* **WHAT IS REQUIRED**: Return each line of the entries that holds the string "number".

* **Stored data entries**:
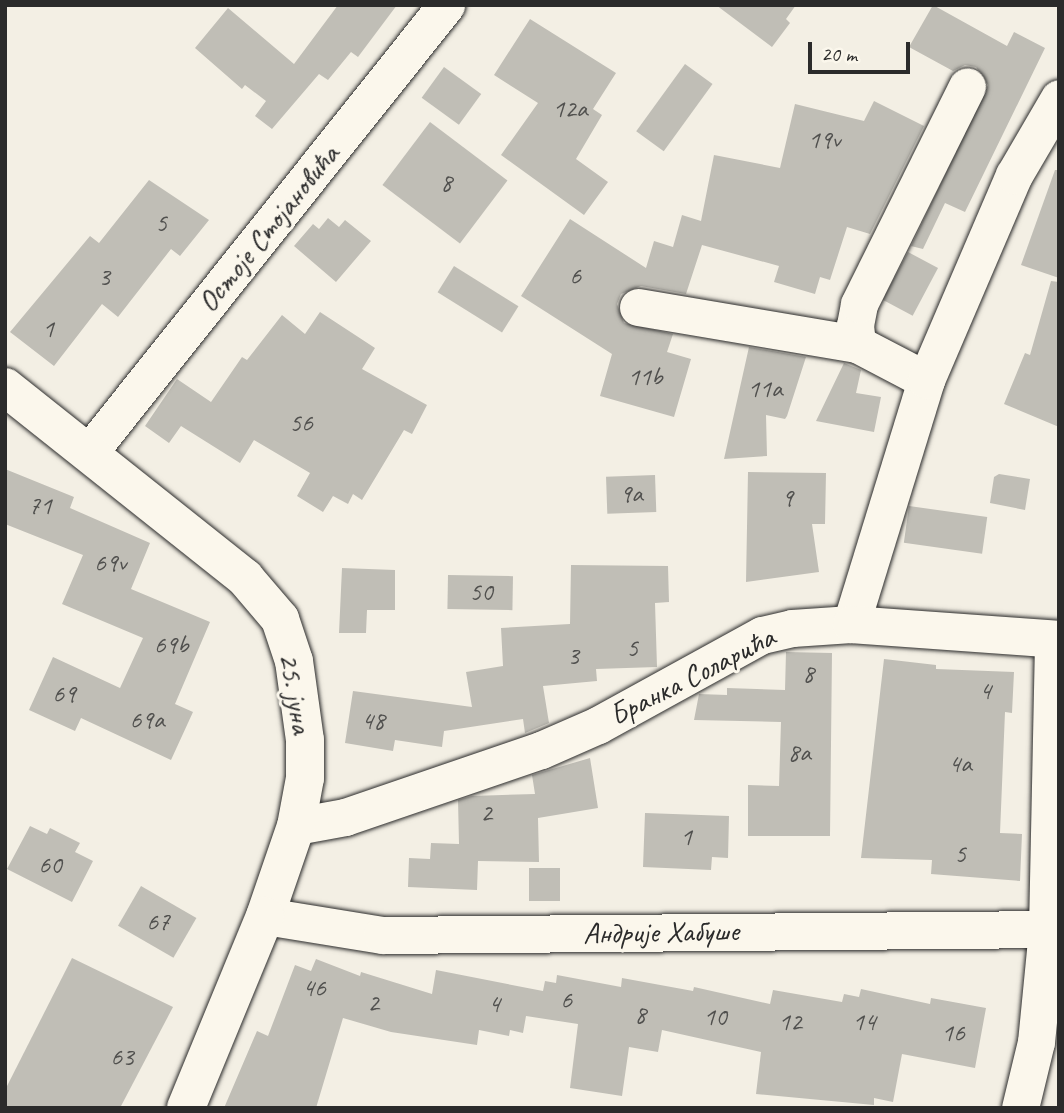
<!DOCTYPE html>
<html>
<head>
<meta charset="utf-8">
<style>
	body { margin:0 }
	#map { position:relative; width:1064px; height:1113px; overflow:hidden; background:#f3efe4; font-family:Caveat,sans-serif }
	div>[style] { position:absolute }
	.building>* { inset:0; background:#c0beb6; transform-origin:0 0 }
	.roads { filter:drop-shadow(0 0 2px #2b2b2b) drop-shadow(0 0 2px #2b2b2b) }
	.minor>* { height:37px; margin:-18.5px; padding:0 18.5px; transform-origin:18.5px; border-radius:18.5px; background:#fbf7ec }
	.tertiary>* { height:38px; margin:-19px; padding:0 19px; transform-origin:19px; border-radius:19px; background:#fbf7ec }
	span { translate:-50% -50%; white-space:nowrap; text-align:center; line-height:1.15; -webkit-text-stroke:6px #fbf7ec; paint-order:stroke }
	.number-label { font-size:26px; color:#50504e }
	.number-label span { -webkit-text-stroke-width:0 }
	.street-label { font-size:30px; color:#2b2b2b }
	.frame { position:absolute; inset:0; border:7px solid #2b2b2b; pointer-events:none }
	.scale { position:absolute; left:808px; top:42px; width:102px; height:32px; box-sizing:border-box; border:4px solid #2b2b2b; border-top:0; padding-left:9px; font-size:21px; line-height:24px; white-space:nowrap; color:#2b2b2b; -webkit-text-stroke:5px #fbf7ec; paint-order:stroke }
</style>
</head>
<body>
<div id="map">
	<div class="building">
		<div style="clip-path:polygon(338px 5px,397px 5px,358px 57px,351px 52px,328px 80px,319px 74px,272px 129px,255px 116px,266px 101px,245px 85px,242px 89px,195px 48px,228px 8px,294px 64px)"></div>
		<div style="clip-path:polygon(716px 5px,796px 5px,786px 19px,790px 23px,772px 47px)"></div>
		<div style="clip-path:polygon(933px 5px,1007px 46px,1014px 32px,1045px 48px,965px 212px,945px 203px,923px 249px,911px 246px,988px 85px,976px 67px,965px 65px,953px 71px,909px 47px)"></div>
		<div style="clip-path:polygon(530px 19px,616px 73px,593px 109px,602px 115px,576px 159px,608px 182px,584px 215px,501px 155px,538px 103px,494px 75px)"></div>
		<div style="left:685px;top:64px;width:34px;height:83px;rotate:36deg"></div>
		<div style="left:444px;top:67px;width:46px;height:38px;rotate:36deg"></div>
		<div style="clip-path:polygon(874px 101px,924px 126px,870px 234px,847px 227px,830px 280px,820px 277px,815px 294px,774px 282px,779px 266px,702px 245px,686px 294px,641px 286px,621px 294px,617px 304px,624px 323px,673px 334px,667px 352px,691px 359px,674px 417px,600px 396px,612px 354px,521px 296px,570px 219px,646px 268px,654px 241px,673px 247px,682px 215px,701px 221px,714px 155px,780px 168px,795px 104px,864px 121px)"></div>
		<div style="left:430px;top:122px;width:97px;height:79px;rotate:37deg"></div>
		<div style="clip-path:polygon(1055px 170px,1059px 170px,1059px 278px,1021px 265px)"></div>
		<div style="clip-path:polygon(149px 180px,209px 220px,180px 256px,171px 249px,118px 317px,102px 304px,54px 366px,10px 332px,90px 236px,99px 243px)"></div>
		<div style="clip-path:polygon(328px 218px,339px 227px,345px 220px,371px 241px,336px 282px,294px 246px,313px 224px,319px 229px)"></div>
		<div style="left:908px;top:252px;width:34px;height:54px;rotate:28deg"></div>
		<div style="left:454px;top:266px;width:76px;height:31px;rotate:32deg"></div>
		<div style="clip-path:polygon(1051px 281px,1059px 282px,1059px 427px,1004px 404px,1025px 353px,1030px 355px)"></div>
		<div style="clip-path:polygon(320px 312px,375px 348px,362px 369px,427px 405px,412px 434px,404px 430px,362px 500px,353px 494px,348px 504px,333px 496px,323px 512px,297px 496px,310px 473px,254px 440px,240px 463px,181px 426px,169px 443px,145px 426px,177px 379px,211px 402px,242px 357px,247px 360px,282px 315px,305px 334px)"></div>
		<div style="clip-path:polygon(749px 347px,806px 357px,787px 416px,785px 419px,766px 415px,767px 456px,724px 459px)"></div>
		<div style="clip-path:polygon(844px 363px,861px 370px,856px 393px,881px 397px,874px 432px,816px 421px)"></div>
		<div style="clip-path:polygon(5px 469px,74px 497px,70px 508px,150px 543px,131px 589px,210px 622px,175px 704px,193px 712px,171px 760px,81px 718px,75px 731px,29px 710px,53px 657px,120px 688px,143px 638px,62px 604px,83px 555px,5px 524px)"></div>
		<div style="clip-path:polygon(748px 472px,826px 473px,825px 524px,812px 524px,819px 572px,746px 582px)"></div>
		<div style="clip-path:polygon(999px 474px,1030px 479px,1025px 510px,990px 503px,994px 477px)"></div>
		<div style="left:655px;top:475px;width:37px;height:49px;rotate:88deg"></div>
		<div style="left:909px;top:506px;width:79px;height:37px;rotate:8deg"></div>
		<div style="clip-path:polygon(571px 565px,668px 566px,669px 602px,655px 603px,657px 667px,596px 669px,597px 681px,543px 686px,549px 723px,525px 733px,523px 719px,444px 731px,442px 747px,395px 740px,393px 751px,345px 743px,353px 691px,472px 707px,466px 672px,503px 666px,501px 628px,570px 624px)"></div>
		<div style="clip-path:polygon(342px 568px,395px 570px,395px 610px,367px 610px,366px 633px,339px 633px)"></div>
		<div style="left:448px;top:575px;width:65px;height:34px;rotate:1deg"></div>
		<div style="clip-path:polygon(786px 652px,832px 653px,830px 836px,748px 836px,748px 785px,779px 786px,781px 722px,694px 720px,699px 694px,727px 695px,727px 688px,785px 690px)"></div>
		<div style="clip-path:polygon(884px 659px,936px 665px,936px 669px,1014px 672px,1012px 713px,1005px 712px,1000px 833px,1022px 834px,1020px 881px,931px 874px,932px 860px,861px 858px)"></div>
		<div style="clip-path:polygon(590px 758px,598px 808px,538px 818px,539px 862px,478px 861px,477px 890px,408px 887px,409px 858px,430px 859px,431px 843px,459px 844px,458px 800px,472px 796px,535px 794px,532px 775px)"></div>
		<div style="clip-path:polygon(645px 813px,729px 816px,728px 858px,712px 857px,711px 870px,643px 867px)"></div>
		<div style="clip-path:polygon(30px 826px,47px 834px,50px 828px,80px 843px,75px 852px,93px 861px,72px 902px,7px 869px)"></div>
		<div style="left:529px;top:868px;width:31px;height:33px"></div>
		<div style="left:141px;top:886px;width:64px;height:46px;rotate:30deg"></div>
		<div style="clip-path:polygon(72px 958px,173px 1007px,120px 1108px,5px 1108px,5px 1090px)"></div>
		<div style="clip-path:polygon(316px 959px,360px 976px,361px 972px,432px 994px,436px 970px,543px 991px,545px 981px,556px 983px,557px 975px,621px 987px,622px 978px,693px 991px,694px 987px,770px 1004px,773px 990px,842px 1002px,844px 994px,859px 997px,861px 989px,930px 1004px,931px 998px,986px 1008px,975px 1068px,902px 1054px,893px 1102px,874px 1098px,874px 1105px,756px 1094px,761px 1052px,662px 1030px,658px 1052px,629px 1047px,622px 1096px,570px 1088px,578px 1024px,526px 1016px,523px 1033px,510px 1030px,509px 1036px,479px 1030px,477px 1045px,391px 1032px,343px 1018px,316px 1108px,224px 1108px,257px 1031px,268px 1036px,295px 965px,311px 971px)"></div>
	</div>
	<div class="roads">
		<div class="minor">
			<div style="left:638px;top:307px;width:222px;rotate:9.6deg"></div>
			<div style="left:926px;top:380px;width:78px;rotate:-152.4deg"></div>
			<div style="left:857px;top:344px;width:19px;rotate:-96deg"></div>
			<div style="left:855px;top:325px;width:21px;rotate:-79deg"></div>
			<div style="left:859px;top:304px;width:243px;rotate:-63.6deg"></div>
			<div style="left:90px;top:451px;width:571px;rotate:-51.4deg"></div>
			<div style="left:851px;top:624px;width:255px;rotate:-72.9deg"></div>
			<div style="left:926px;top:380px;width:223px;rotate:-66.8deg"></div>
			<div style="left:1014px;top:175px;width:89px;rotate:-59.7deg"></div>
			<div style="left:296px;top:826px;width:50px;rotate:-10.4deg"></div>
			<div style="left:345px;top:817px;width:207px;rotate:-18.9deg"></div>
			<div style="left:541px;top:750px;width:62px;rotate:-23.7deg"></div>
			<div style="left:598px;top:725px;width:187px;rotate:-28.8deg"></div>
			<div style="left:762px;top:635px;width:31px;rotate:-13deg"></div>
			<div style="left:792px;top:628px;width:59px;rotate:-3.9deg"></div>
			<div style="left:851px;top:624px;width:209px;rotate:4.1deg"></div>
			<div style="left:265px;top:916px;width:119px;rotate:9.2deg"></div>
			<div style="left:382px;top:935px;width:677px;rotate:-0.51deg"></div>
			<div style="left:1020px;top:1108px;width:68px;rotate:-76.4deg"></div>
			<div style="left:1036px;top:1042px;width:114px;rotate:-84.4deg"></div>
			<div style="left:1047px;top:929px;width:290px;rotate:-88.8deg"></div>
		</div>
		<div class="tertiary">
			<div style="left:5px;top:387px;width:307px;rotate:38.5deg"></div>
			<div style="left:245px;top:578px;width:54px;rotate:49.5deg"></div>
			<div style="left:280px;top:619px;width:44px;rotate:71.6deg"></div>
			<div style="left:294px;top:661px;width:80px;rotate:82.1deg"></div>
			<div style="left:305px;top:740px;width:38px;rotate:90deg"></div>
			<div style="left:305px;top:778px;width:49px;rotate:100.6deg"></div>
			<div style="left:296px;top:826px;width:95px;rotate:109deg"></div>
			<div style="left:265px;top:916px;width:208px;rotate:112.4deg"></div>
		</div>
	</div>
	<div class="number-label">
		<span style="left:570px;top:109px">12a</span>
		<span style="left:824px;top:140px">19v</span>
		<span style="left:446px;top:183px">8</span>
		<span style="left:161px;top:223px">5</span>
		<span style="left:575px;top:276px">6</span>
		<span style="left:104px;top:277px">3</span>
		<span style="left:48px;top:329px">1</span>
		<span style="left:645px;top:377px">11b</span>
		<span style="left:765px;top:389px">11a</span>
		<span style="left:301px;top:423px">56</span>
		<span style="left:631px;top:494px">9a</span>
		<span style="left:787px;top:498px">9</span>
		<span style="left:40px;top:506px">71</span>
		<span style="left:110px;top:563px">69v</span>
		<span style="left:481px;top:592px">50</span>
		<span style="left:171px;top:645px">69b</span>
		<span style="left:632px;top:648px">5</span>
		<span style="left:573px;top:656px">3</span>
		<span style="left:808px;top:674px">8</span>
		<span style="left:985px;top:691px">4</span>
		<span style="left:64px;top:694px">69</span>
		<span style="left:147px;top:720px">69a</span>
		<span style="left:373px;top:721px">48</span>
		<span style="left:799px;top:753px">8a</span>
		<span style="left:960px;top:764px">4a</span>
		<span style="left:486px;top:813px">2</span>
		<span style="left:686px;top:837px">1</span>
		<span style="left:960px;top:854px">5</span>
		<span style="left:50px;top:865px">60</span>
		<span style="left:158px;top:922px">67</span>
		<span style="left:314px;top:988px">46</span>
		<span style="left:566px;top:1000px">6</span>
		<span style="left:373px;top:1003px">2</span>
		<span style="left:494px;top:1004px">4</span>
		<span style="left:640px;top:1015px">8</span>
		<span style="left:715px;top:1017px">10</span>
		<span style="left:790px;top:1022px">12</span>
		<span style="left:864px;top:1022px">14</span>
		<span style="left:953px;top:1033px">16</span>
		<span style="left:122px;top:1057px">63</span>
	</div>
	<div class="street-label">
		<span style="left:268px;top:228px;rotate:-51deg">Остоје Стојановића</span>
		<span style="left:692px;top:676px;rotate:-27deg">Бранка Соларића</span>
		<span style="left:296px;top:693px;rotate:80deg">25. јуна</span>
		<span style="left:661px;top:932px;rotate:-1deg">Андрије Хабуше</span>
	</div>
	<div class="frame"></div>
	<div class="scale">20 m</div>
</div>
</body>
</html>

* **TASK RESULT**:
	.number-label { font-size:26px; color:#50504e }
	.number-label span { -webkit-text-stroke-width:0 }
	<div class="number-label">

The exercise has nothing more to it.